Avec la montée en puissance des fraudes en ligne, les cartes bancaires ont vu leur sécurité renforcée. Avant, elles affichaient des numéros de compte : une information qu’un fraudeur pouvait obtenir facilement (sur un RIB, un chéquier, ou une lettre de sa banque). Désormais, les banques inscrivent sur nos cartes une série complexe de numéros (allant jusqu’à 19 chiffres) qui ne doit rien au hasard. Ainsi, sur nos cartes de crédit :

  • Le premier chiffre permet de déterminer le type de carte (ces numéros sont régis par une norme internationale). Par exemple, les numéros 4 et 5 appartiennent à VISA et Mastercard, le numéro 3 appartient à American Express.
  • Les cinq chiffres suivants, permettent de déterminer la banque qui a émis la carte. Les banques ont des plages de chiffres qui leur sont entièrement réservées. Une carte qui commence par « 5593 09xx » sera une carte Mastercard émise par la banque Barclays.
  • Les chiffres suivants (7 à 18) représentent un identifiant uniquepermettant à notre banque de faire la correspondance entre notre carte et notre compte.
  • Et le tout dernier chiffre permet de déterminer si la carte est valide ou non, grâce à la formule de Luhn (du nom de son inventeur, un ingénieur allemand travaillant chez IBM).

Vers des cartes sans numéros ? 🤔

Les cartes de crédit ont d’abord été conçues pour payer en magasin. À l’époque, les numéros servaient simplement de référence aux commerçants afin qu’ils puissent communiquer aux banques les numéros de comptes à débiter. Depuis, la sécurité des paiements physiques par carte a été renforcée, grâce à la bande magnétique, puis grâce au système de puce électronique.

Si on utilise aujourd’hui nos numéros de carte bancaire pour payer sur Internet, c’est parce que leur usage a été détourné. À la base, le concept n’a pas été pensé pour cet usage. Contrairement à une puce ou à une bande magnétique, les numéros de carte peuvent être enregistrés, copiés, diffusés et reproduits facilement. Pour faire des achats en toute sécurité, il est conseillé de ne plus utiliser sa carte physique pour des paiements en ligne. La solution la plus efficace, c’est de payer…

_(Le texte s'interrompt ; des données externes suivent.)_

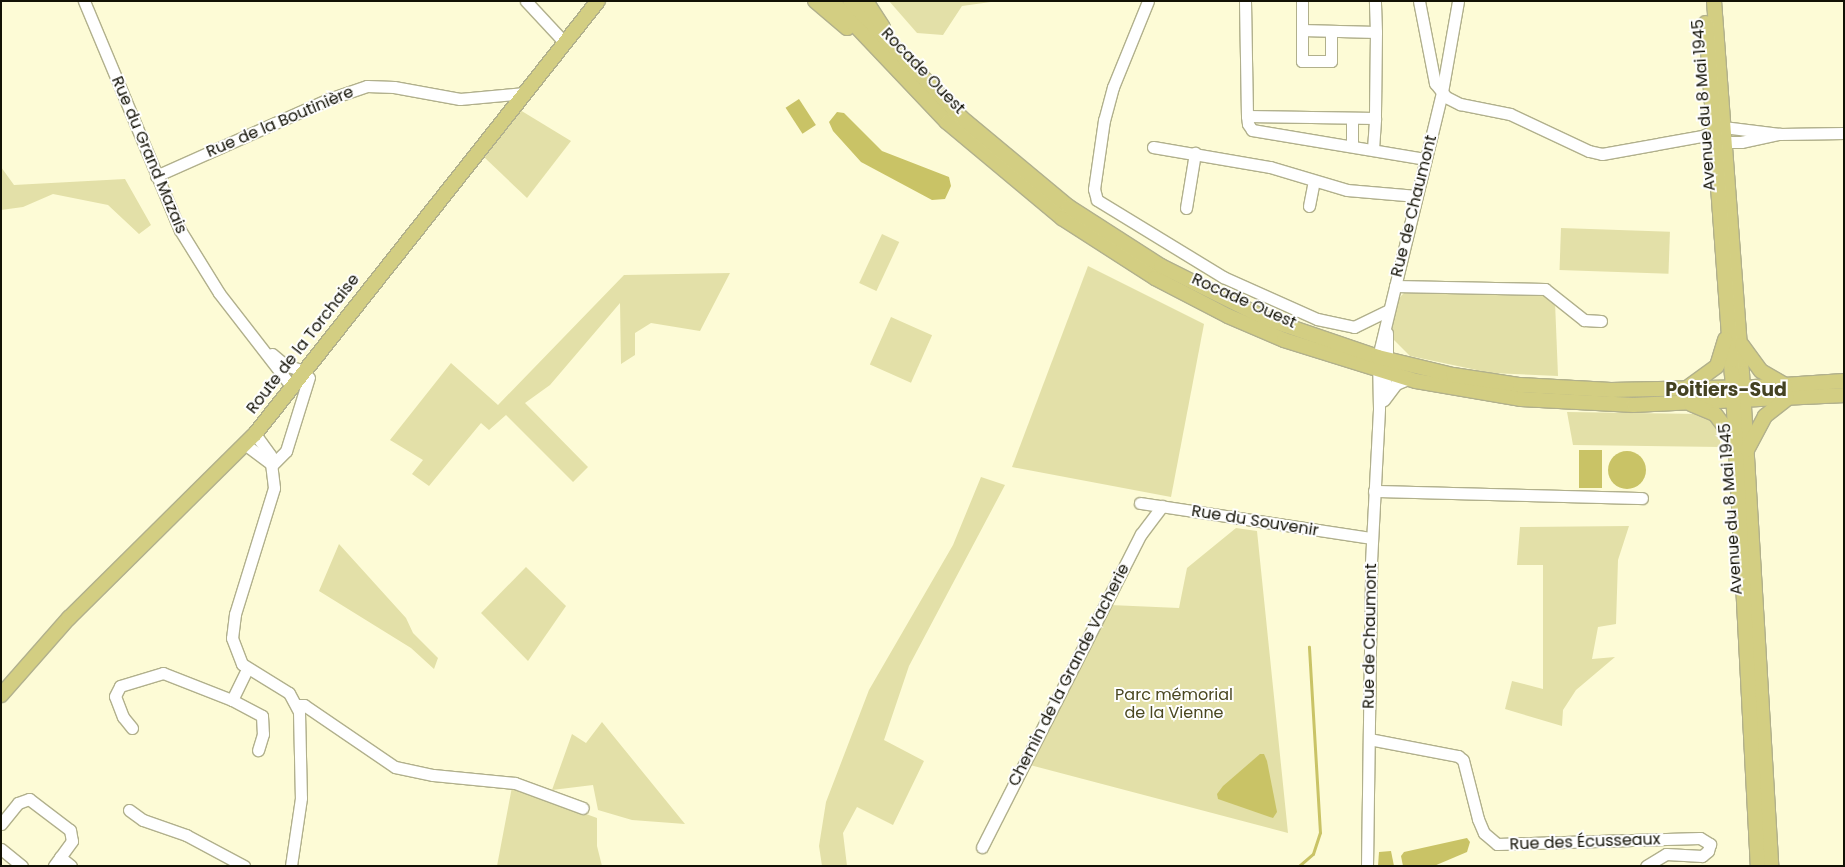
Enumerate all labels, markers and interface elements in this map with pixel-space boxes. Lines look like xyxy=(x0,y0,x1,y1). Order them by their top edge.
street label: Avenue du 8 Mai 1945 xyxy=(1688,18,1720,192)
street label: Rocade Ouest xyxy=(877,24,969,118)
street label: Rue du Grand Mazais xyxy=(107,73,191,237)
street label: Rue de la Boutinière xyxy=(203,82,357,162)
street label: Rue de Chaumont xyxy=(1387,133,1441,279)
street label: Rocade Ouest xyxy=(1189,269,1299,333)
street label: Route de la Torchaise xyxy=(242,270,364,418)
district label: Poitiers-Sud xyxy=(1665,379,1787,401)
street label: Avenue du 8 Mai 1945 xyxy=(1715,422,1747,596)
street label: Rue du Souvenir xyxy=(1190,501,1320,541)
street label: Chemin de la Grande Vacherie xyxy=(1004,560,1134,790)
street label: Rue de Chaumont xyxy=(1359,563,1381,709)
park label: Parc mémorial de la Vienne xyxy=(1115,685,1233,723)
street label: Rue des Écusseaux xyxy=(1509,830,1661,854)

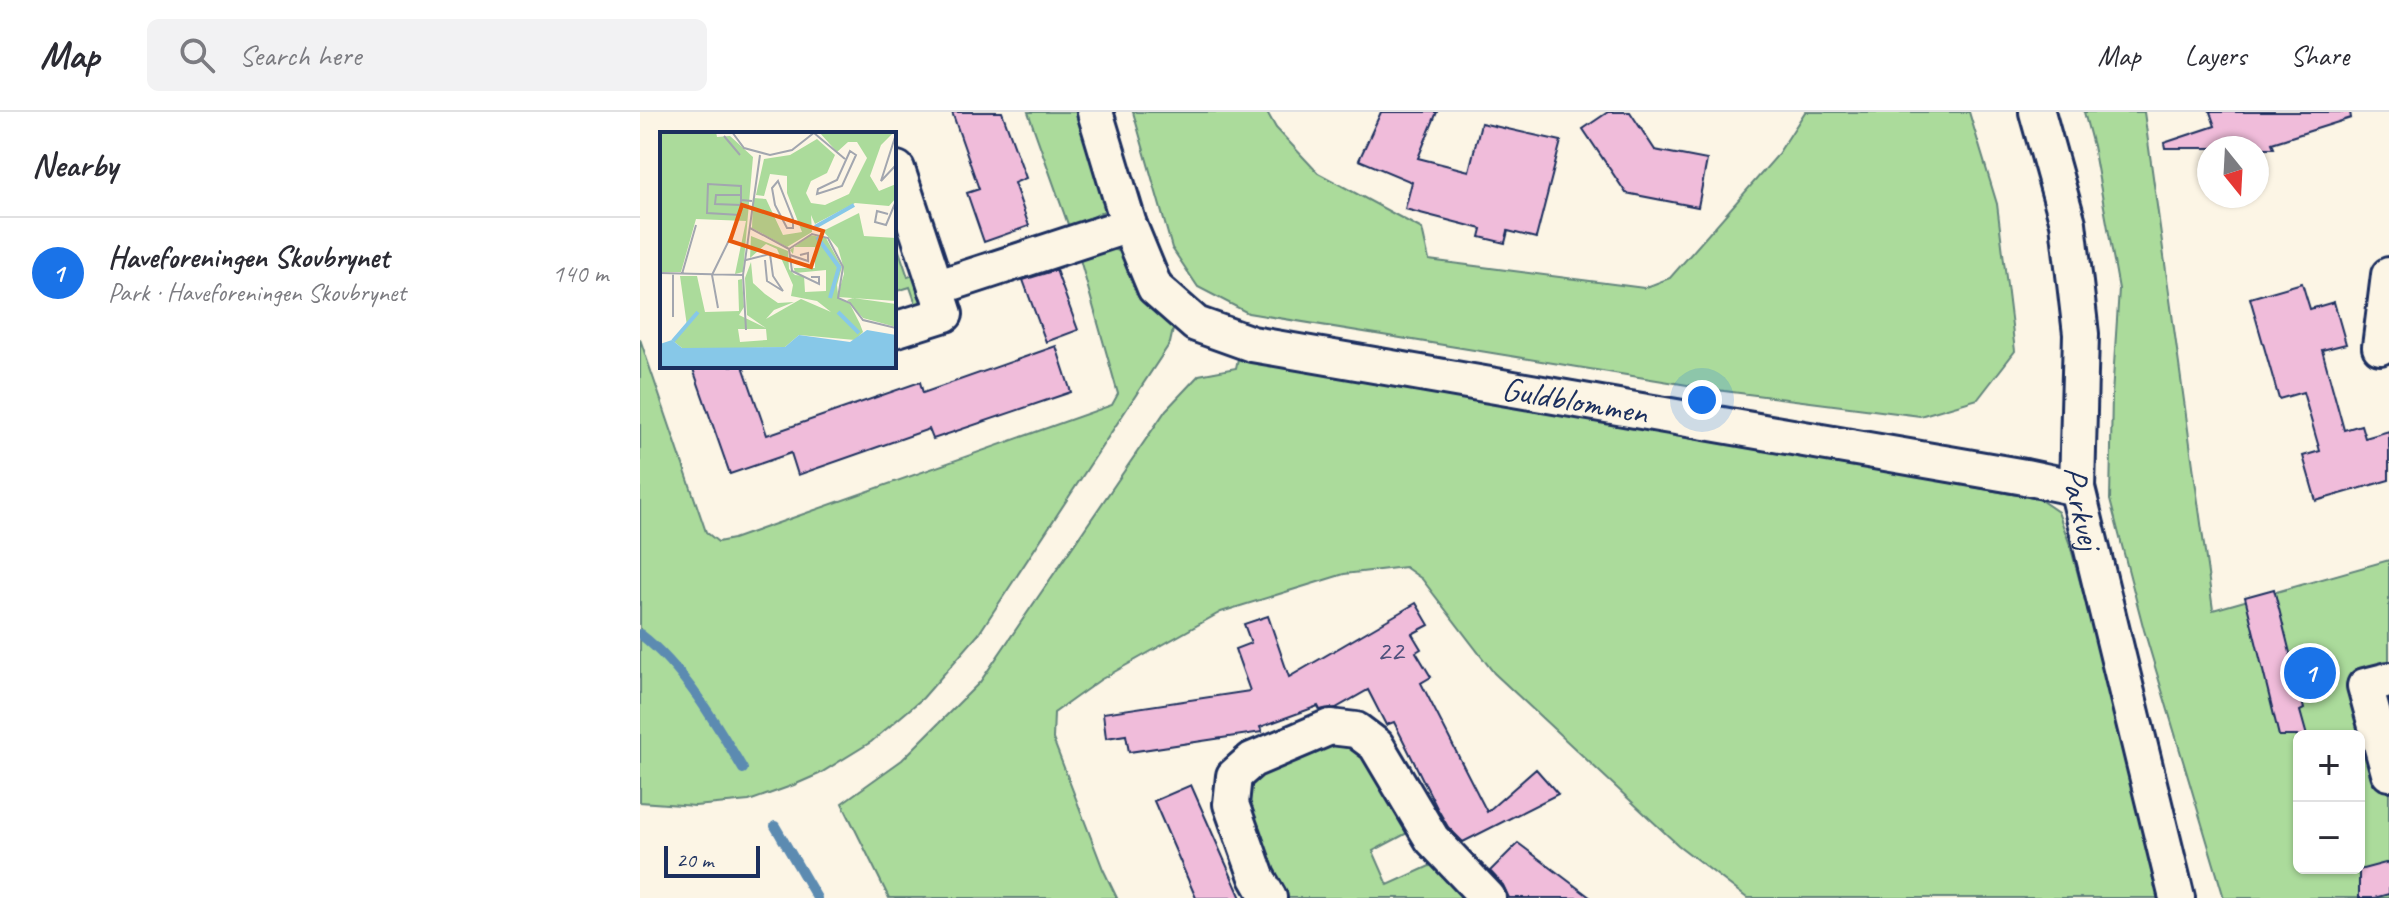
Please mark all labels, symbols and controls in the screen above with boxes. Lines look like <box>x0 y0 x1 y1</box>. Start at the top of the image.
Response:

  • En magasin avec une carte qui n’affiche aucun numéro (Apple Card, prochainement disponible aux Etats-Unis) ou avec une carte dont on peut désactiver les paiements sur Internet (comme la carte de paiement Lydia) ;
  • Sur Internet avec des numéros de paiement VISA et Mastercard temporaires, ou « cartes virtuelles », qu’on peut générer et supprimer à la demande.
Exemple de carte sans numéro sur le recto — Carte Matercard Lydia

Paiement 100% sécurisé.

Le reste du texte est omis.